While most fighters use ground-and-pound statically, by way of holding their opponents down and mauling them with short strikes from the top position, a few fighters manage to utilize it dynamically by striking their opponents while changing positions, thus not allowing their opponents to settle once they take them down.
Submission-Seeking is a reference to the strategy of taking an opponent to the ground using a takedown or throw and then applying a submission hold, forcing the opponent to submit. While grapplers will often work to attain dominant position, some may be more comfortable fighting from other positions. If a grappler finds themselves unable to force a takedown, they may resort to pulling guard, whereby they physically pull their opponent into a dominant position on the ground.Submissions are an essential part of many disciplines, most notably Brazilian Jiu-Jitsu, catch wrestling, judo, Sambo, and shootwrestling.
Sprawl-and-Brawl is a stand-up fighting tactic that consists of effective stand-up striking, while avoiding ground fighting, typically by using sprawls to defend against takedowns.[A Sprawl-and-Brawler is usually a boxer or kickboxer, Thai boxer or karate fighter who has trained in various styles of wrestling, judo, and/or sambo to avoid takedowns to keep the fight standing. This is a form which is heavily practiced in the amateur leagues.
These fighters will often study submission wrestling to avoid being forced into submission should they find themselves on the ground. This style can be deceptively different from traditional kickboxing styles, since sprawl-and-brawlers must adapt their techniques to incorporate takedown and ground fighting defense.
Score oriented fighting
Especially used by fighters with strong wrestling background when facing a highly skilled grappler, or by wrestlers who prefer stand-up fights. Usually fighters who adopt this strategy use takedowns only for scoring, allowing the adversary to stand up and continue the fight. They also want to land clear strikes and control the octagon. In order to win the fight by decision all score oriented fighters have to have strong defensive techniques and avoid takedowns.
Next i will explain some of terminology used in MMA fights for those who are not familiar with them.

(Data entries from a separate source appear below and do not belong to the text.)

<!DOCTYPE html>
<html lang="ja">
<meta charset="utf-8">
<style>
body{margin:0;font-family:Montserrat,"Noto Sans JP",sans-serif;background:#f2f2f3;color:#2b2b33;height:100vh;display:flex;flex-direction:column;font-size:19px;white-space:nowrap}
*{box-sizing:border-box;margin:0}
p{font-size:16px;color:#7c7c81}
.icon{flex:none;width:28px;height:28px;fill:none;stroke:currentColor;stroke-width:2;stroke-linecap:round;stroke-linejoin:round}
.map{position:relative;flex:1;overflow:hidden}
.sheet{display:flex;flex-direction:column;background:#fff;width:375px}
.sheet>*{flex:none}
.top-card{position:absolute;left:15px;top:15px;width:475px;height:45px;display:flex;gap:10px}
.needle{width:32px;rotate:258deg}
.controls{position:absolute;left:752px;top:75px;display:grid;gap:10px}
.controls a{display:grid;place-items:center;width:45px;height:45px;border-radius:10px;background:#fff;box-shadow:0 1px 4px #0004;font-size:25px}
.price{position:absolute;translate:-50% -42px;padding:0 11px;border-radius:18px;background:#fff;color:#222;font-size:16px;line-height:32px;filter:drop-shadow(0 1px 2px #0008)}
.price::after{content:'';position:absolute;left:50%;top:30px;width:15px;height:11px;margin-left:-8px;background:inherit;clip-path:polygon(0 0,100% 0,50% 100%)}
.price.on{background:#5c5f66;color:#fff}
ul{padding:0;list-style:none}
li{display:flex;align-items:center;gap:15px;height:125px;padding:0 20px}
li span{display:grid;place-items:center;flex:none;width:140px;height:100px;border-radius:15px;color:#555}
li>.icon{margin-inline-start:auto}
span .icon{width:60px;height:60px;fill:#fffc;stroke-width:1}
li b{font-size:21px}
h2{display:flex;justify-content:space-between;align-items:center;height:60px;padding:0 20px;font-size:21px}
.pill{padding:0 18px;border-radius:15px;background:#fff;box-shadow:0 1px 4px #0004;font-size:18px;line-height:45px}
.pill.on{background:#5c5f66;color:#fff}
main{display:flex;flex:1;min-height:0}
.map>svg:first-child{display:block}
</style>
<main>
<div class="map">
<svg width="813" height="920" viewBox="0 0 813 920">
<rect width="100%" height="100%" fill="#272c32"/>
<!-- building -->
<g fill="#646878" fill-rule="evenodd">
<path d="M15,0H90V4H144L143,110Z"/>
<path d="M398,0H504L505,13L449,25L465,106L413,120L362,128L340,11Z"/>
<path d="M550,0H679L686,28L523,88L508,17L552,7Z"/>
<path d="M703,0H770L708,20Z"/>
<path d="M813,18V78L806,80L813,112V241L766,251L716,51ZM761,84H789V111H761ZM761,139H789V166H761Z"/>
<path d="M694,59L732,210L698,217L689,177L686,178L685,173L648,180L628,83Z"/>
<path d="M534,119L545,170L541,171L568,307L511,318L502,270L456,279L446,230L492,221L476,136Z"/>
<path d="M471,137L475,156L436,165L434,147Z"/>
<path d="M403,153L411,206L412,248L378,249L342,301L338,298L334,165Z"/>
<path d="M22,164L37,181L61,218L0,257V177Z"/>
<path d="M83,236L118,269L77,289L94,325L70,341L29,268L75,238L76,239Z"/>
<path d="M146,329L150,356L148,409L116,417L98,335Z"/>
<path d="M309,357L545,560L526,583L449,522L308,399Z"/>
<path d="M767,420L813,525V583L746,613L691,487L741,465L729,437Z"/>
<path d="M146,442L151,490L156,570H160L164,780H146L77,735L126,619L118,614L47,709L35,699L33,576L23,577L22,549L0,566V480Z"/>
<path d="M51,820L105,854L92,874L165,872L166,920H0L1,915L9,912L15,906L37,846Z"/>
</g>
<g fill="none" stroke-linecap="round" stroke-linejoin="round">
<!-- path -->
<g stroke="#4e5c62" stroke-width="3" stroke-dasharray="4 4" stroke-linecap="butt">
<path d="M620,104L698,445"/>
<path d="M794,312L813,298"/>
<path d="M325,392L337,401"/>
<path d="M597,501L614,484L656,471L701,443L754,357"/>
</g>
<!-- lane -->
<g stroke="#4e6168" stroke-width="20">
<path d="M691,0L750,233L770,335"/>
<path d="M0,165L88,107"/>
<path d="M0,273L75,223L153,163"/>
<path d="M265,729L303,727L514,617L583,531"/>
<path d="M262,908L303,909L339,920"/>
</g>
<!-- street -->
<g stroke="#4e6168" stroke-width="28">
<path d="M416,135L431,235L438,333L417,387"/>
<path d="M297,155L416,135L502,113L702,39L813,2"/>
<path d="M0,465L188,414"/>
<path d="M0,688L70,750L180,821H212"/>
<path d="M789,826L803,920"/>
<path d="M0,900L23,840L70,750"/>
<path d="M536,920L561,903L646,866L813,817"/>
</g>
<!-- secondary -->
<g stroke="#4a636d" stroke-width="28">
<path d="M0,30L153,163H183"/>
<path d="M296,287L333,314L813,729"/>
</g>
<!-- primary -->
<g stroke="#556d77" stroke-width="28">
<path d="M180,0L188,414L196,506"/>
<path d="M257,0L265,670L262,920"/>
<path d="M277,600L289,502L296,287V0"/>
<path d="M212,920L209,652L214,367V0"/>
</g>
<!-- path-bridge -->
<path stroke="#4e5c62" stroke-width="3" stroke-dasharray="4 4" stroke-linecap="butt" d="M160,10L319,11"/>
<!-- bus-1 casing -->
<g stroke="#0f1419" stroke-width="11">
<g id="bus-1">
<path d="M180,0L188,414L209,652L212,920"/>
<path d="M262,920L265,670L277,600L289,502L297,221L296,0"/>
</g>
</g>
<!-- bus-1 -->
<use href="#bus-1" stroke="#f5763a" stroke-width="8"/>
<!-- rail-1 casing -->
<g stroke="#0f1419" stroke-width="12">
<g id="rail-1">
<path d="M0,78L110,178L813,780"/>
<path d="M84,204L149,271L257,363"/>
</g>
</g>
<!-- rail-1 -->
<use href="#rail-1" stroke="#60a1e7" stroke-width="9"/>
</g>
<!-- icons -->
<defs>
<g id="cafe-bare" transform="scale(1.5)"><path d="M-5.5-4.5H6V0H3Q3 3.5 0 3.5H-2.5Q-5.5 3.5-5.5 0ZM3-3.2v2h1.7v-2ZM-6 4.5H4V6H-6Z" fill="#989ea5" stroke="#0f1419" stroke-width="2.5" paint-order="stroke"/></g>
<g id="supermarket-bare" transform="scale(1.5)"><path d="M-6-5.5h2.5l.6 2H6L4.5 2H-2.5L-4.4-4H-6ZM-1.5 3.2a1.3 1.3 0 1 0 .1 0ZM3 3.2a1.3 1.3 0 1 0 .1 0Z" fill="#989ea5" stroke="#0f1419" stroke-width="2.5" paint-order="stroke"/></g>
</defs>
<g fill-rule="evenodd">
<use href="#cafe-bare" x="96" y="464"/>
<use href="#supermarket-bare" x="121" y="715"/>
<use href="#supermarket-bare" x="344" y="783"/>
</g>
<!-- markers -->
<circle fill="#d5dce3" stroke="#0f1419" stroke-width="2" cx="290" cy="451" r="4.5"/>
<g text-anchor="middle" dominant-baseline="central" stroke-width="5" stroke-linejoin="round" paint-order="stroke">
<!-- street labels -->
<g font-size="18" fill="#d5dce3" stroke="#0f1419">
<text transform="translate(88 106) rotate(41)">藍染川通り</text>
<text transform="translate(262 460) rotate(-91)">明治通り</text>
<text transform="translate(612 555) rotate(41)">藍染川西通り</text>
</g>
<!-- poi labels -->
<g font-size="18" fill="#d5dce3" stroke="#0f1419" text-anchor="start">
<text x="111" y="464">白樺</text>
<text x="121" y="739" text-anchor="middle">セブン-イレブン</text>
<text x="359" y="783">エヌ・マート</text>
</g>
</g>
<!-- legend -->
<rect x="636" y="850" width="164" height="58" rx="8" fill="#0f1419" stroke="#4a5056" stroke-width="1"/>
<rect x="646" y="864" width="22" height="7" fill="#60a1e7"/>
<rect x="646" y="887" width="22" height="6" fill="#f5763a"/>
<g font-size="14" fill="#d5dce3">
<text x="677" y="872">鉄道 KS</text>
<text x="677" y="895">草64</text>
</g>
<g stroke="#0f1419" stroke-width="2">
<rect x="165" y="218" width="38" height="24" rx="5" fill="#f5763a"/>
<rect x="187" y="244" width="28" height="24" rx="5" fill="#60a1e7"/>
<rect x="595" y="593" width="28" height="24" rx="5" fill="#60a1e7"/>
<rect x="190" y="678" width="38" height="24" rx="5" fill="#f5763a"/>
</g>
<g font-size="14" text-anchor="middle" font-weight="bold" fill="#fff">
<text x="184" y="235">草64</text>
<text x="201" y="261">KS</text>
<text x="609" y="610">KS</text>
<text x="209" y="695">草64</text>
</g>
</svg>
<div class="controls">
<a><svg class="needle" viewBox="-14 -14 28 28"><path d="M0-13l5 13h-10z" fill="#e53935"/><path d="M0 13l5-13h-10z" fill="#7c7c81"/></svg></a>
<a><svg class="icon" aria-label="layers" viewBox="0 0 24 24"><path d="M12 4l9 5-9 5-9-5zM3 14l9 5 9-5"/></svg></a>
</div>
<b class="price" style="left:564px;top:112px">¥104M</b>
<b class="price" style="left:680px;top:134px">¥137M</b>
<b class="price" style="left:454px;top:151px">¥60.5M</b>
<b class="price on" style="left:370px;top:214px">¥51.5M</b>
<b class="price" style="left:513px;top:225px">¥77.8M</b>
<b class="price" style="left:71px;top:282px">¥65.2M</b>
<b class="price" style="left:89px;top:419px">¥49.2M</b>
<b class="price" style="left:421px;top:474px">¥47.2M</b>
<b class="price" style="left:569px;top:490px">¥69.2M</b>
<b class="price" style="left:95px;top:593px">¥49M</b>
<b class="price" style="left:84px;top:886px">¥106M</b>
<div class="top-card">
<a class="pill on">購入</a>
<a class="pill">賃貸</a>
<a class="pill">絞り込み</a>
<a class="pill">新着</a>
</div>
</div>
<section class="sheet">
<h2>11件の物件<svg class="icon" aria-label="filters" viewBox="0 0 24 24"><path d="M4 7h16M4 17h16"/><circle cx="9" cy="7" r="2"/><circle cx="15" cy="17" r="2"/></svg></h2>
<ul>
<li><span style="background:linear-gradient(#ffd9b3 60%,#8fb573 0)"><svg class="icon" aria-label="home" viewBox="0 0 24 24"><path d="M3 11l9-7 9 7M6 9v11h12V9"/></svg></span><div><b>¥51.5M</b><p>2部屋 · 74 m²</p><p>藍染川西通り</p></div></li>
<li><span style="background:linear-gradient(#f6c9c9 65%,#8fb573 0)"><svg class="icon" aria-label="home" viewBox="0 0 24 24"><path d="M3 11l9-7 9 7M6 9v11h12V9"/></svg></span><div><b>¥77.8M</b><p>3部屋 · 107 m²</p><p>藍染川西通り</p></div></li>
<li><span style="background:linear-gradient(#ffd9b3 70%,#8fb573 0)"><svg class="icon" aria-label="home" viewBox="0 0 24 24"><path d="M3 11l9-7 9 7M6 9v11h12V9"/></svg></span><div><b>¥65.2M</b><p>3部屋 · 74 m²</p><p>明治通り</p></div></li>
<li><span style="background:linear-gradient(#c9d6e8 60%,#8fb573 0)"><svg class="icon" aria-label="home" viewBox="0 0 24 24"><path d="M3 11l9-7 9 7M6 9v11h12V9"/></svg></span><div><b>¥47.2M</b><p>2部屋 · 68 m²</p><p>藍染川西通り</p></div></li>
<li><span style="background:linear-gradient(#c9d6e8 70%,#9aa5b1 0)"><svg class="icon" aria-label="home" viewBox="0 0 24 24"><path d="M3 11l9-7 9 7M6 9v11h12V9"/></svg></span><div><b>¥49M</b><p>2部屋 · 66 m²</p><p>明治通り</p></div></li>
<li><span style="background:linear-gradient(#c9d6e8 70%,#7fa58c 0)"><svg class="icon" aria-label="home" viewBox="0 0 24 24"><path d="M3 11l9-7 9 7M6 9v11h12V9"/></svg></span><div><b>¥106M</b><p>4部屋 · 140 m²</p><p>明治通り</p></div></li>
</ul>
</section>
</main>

Ground and Pound: A strategy where a competitor takes his opponent to the ground and unleashes a flurry of punches and elbows to try to finish a fight.
Mount: A ground position where a competitor is on top of his opponent with his legs around the opponent’s body. The opponent is on his back, and the competitor is facing him, driving his hips forward to maintain pressure. People who are competing may “take the mount” or may “be mounted.” This position is very advantageous for the person on top and very dangerous for the person on the bottom.
Rear Naked Choke: A choke executed from back control where a competitor wraps one bare arm around the opponent’s neck (hence the naked) and reinforces that grip with the other arm to force a tap out.
Spinning Back-Fist: A punch where a competitor starts out facing his opponent and then spins around quickly with one fist outstretched, using the momentum generated from the spin to put force behind the resulting contact, which occurs when the spin comes full circle.
Takedown: A method for getting an opponent on the ground and getting on top of him, borrowed heavily from wrestling. Competitors can “shoot in” for a takedown or attempt one from the clinch.
Triangle: A choke performed by a competitor wrapping his legs around the opponent’s head and one of his arms, bending one knee over the other ankle/shin. Named for the shape of the space between the legs, this choke can be executed from the guard or from the mount.
Tap Out: The way to submit to a finishing hold because it is on securely and the opponent is in pain or in danger of being put to sleep. Competitors who tap out literally tap the mat or the opponent to signal that they want the opponent to stop.